Try it: Run through the records and, wherever a line holds the word "JSON", return that line.

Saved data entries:
^^^^

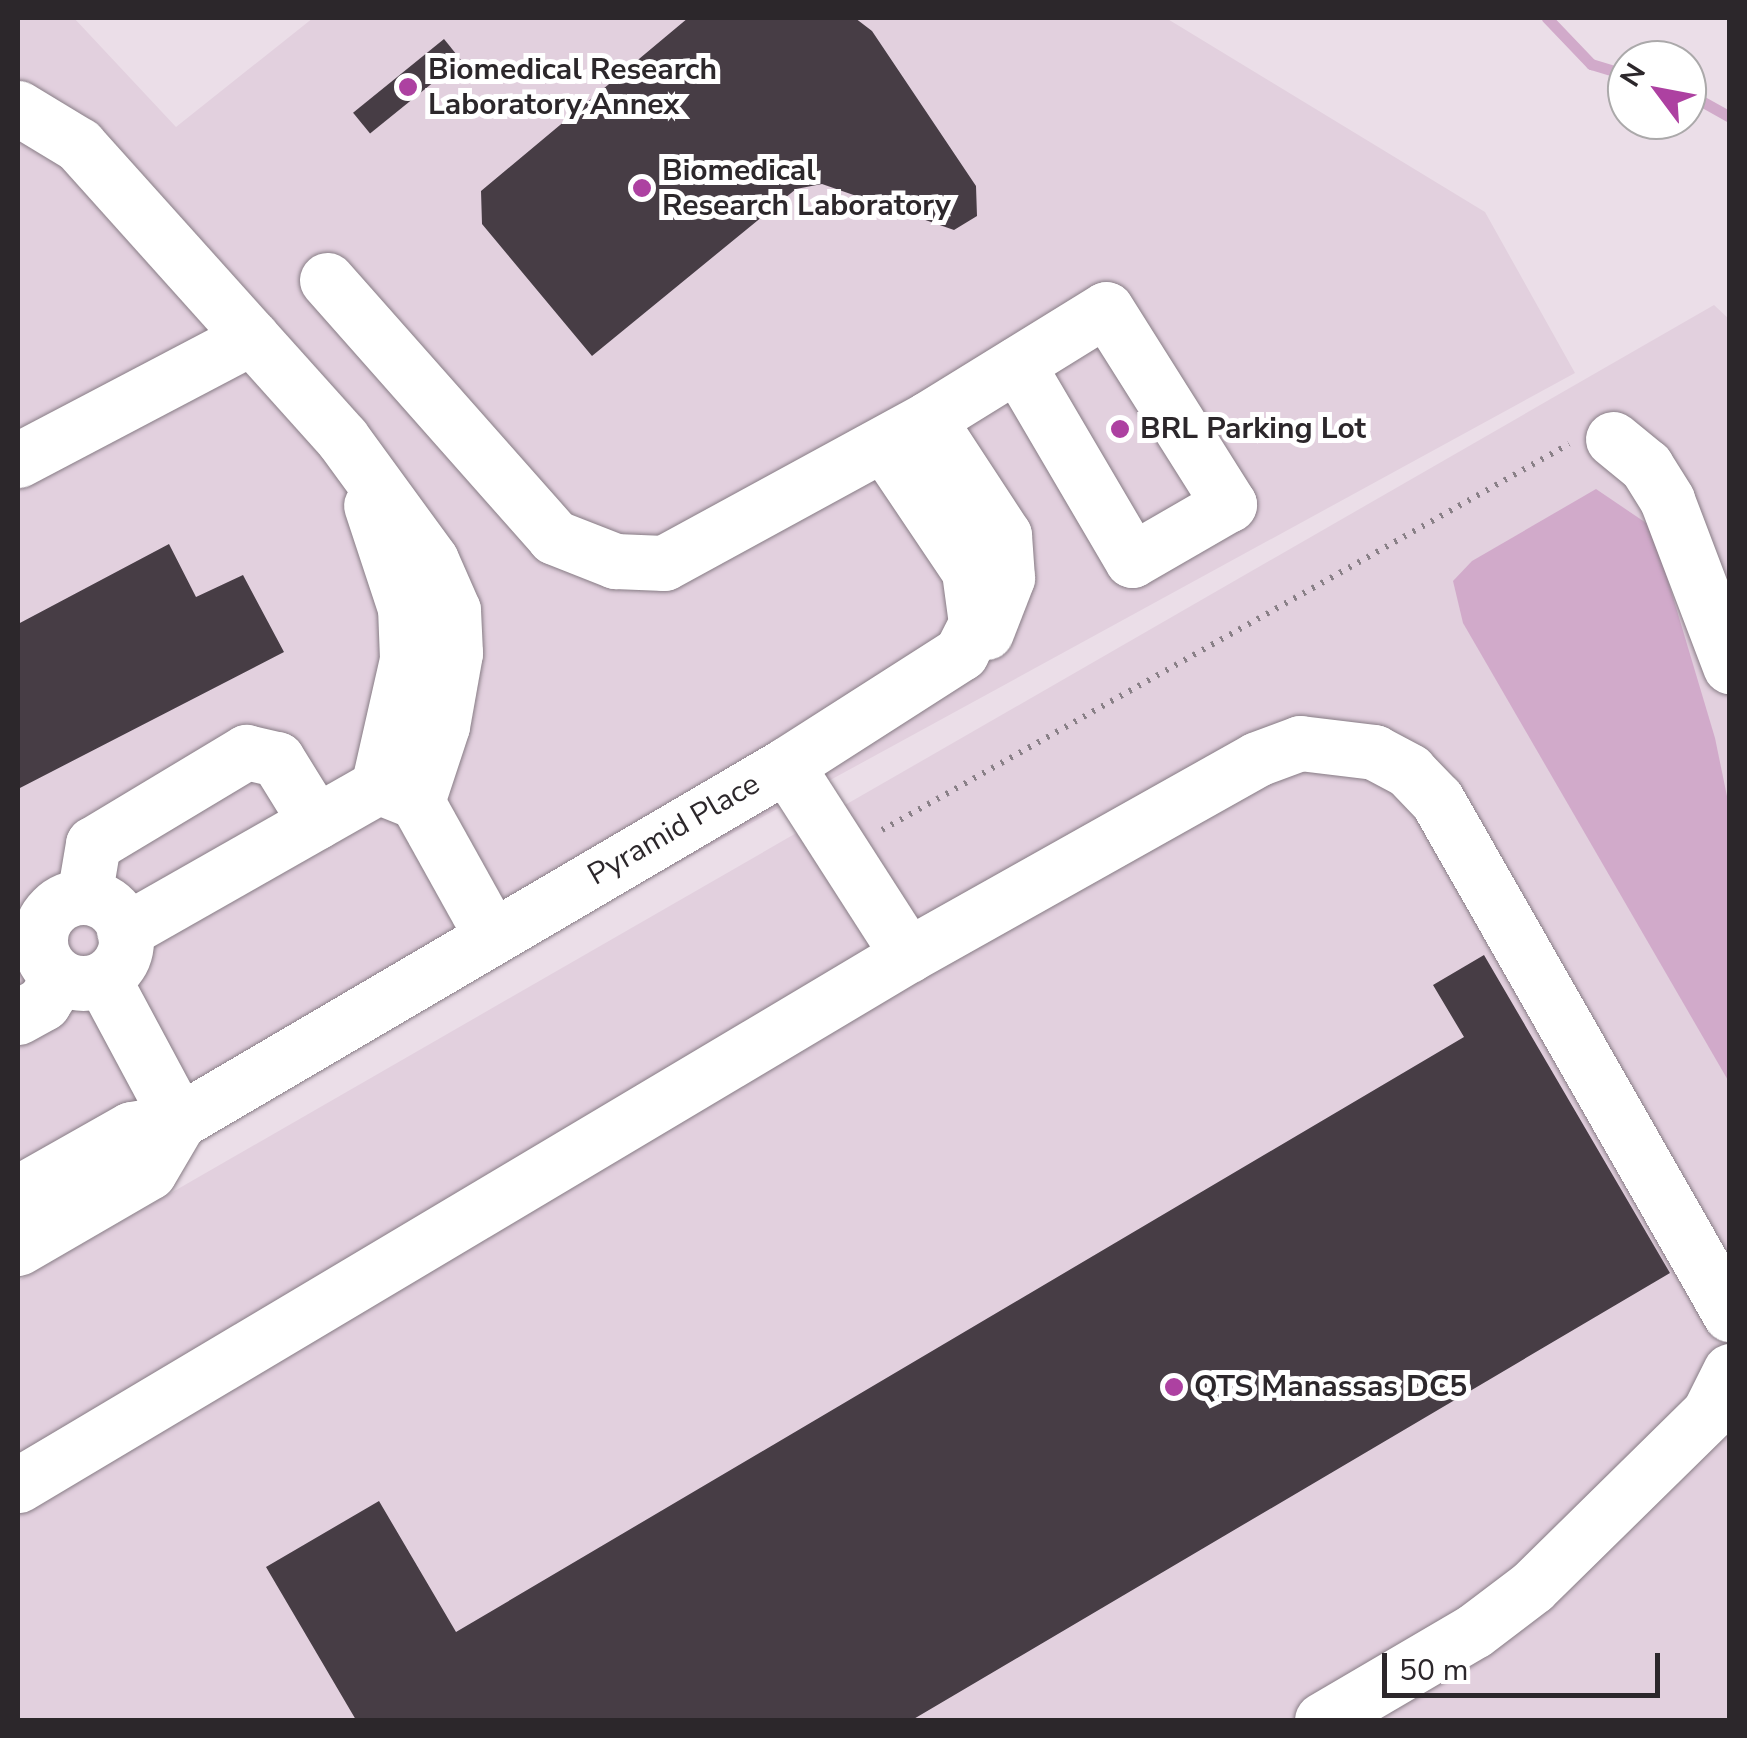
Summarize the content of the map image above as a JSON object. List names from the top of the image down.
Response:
{
  "streets": {
    "street": ["Pyramid Place"]
  },
  "places": [
    "Biomedical Research Laboratory Annex",
    "Biomedical Research Laboratory",
    "BRL Parking Lot",
    "QTS Manassas DC5"
  ],
  "scale_bar": "50 m",
  "north": "top left"
}
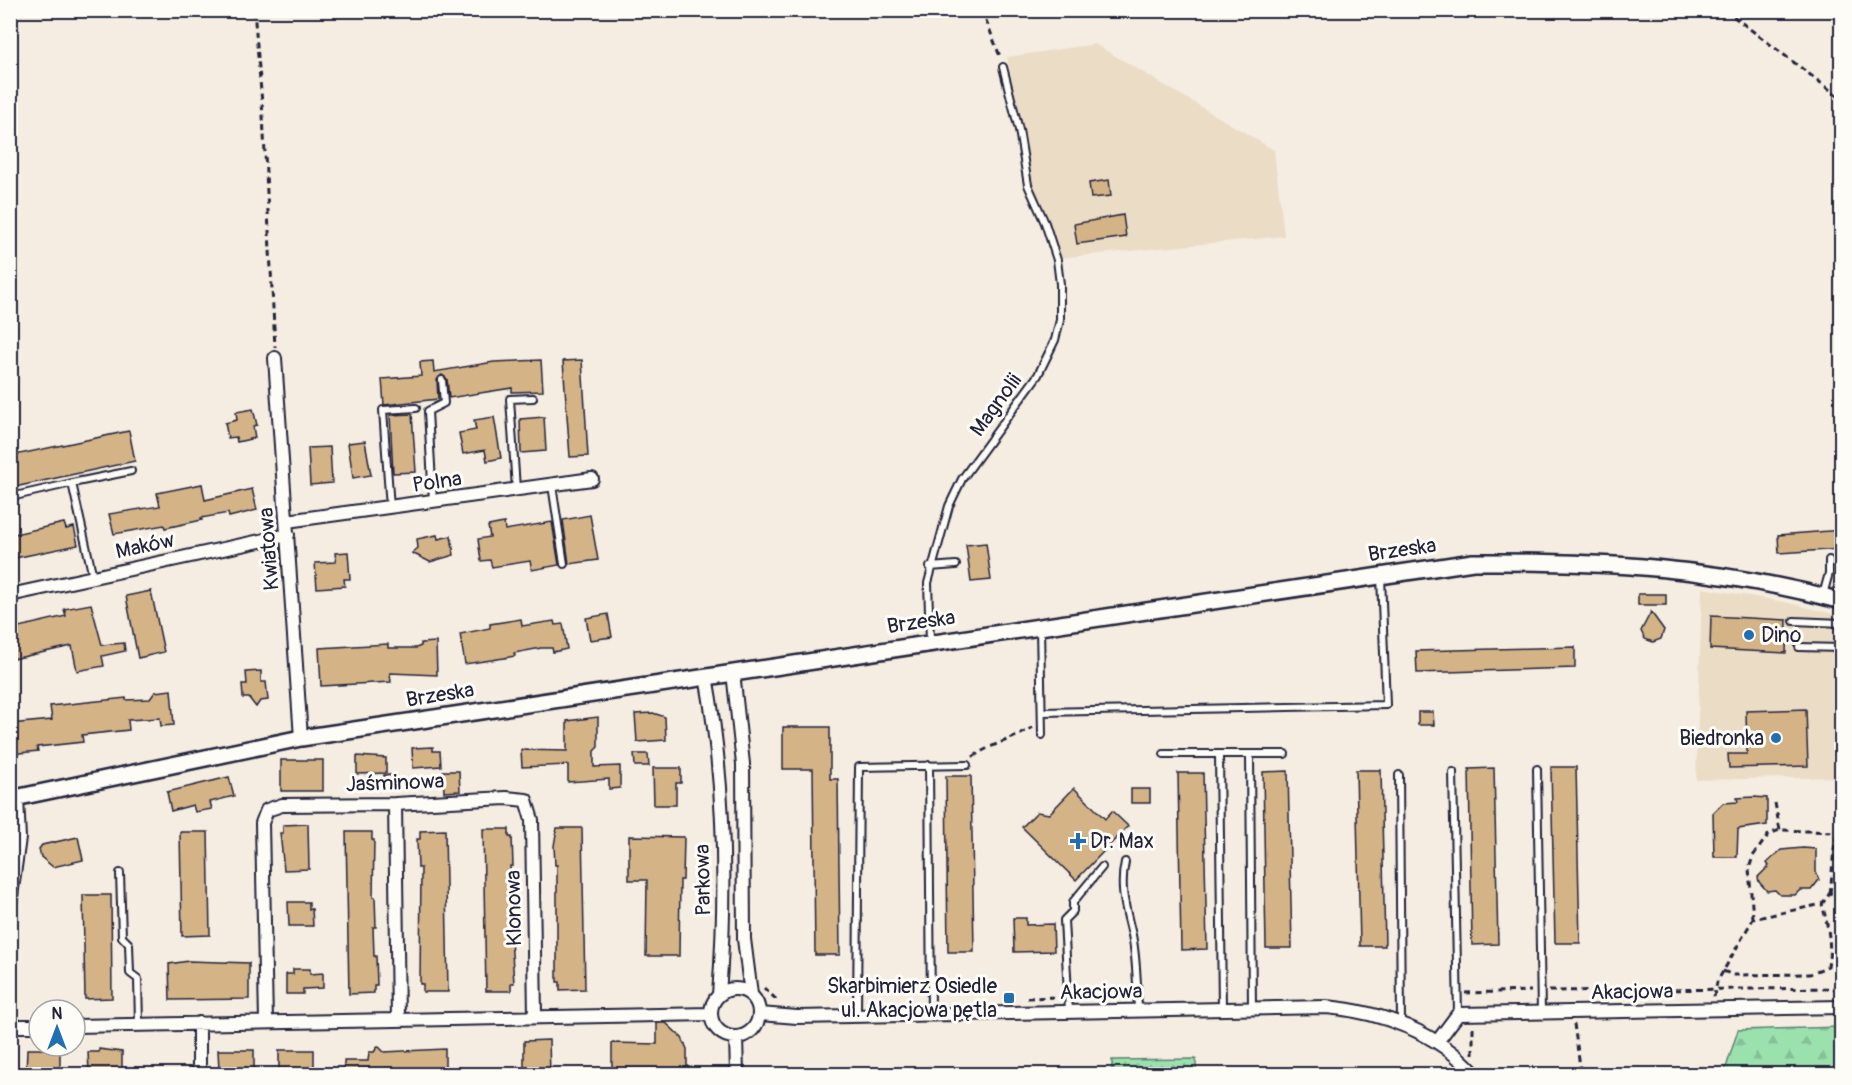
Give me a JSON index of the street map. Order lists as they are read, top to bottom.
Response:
{
  "streets": {
    "street": [
      "Polna",
      "Maków",
      "Kwiatowa",
      "Brzeska",
      "Jaśminowa",
      "Parkowa",
      "Klonowa",
      "Akacjowa"
    ],
    "lane": ["Magnolii"]
  },
  "crossings": [
    ["Magnolii", "Brzeska"],
    ["Polna", "Kwiatowa"],
    ["Maków", "Kwiatowa"],
    ["Kwiatowa", "Brzeska"],
    ["Brzeska", "Parkowa"],
    ["Jaśminowa", "Klonowa"],
    ["Parkowa", "Akacjowa"]
  ],
  "places": {
    "other": ["Dino", "Biedronka"],
    "health": ["Dr. Max"],
    "transit": ["Skarbimierz Osiedle ul. Akacjowa pętla"]
  },
  "north": "top"
}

^^^^

Written response:
Summarize the content of the map image above as a JSON object. List names from the top of the image down.
Give me a JSON index of the street map. Order lists as they are read, top to bottom.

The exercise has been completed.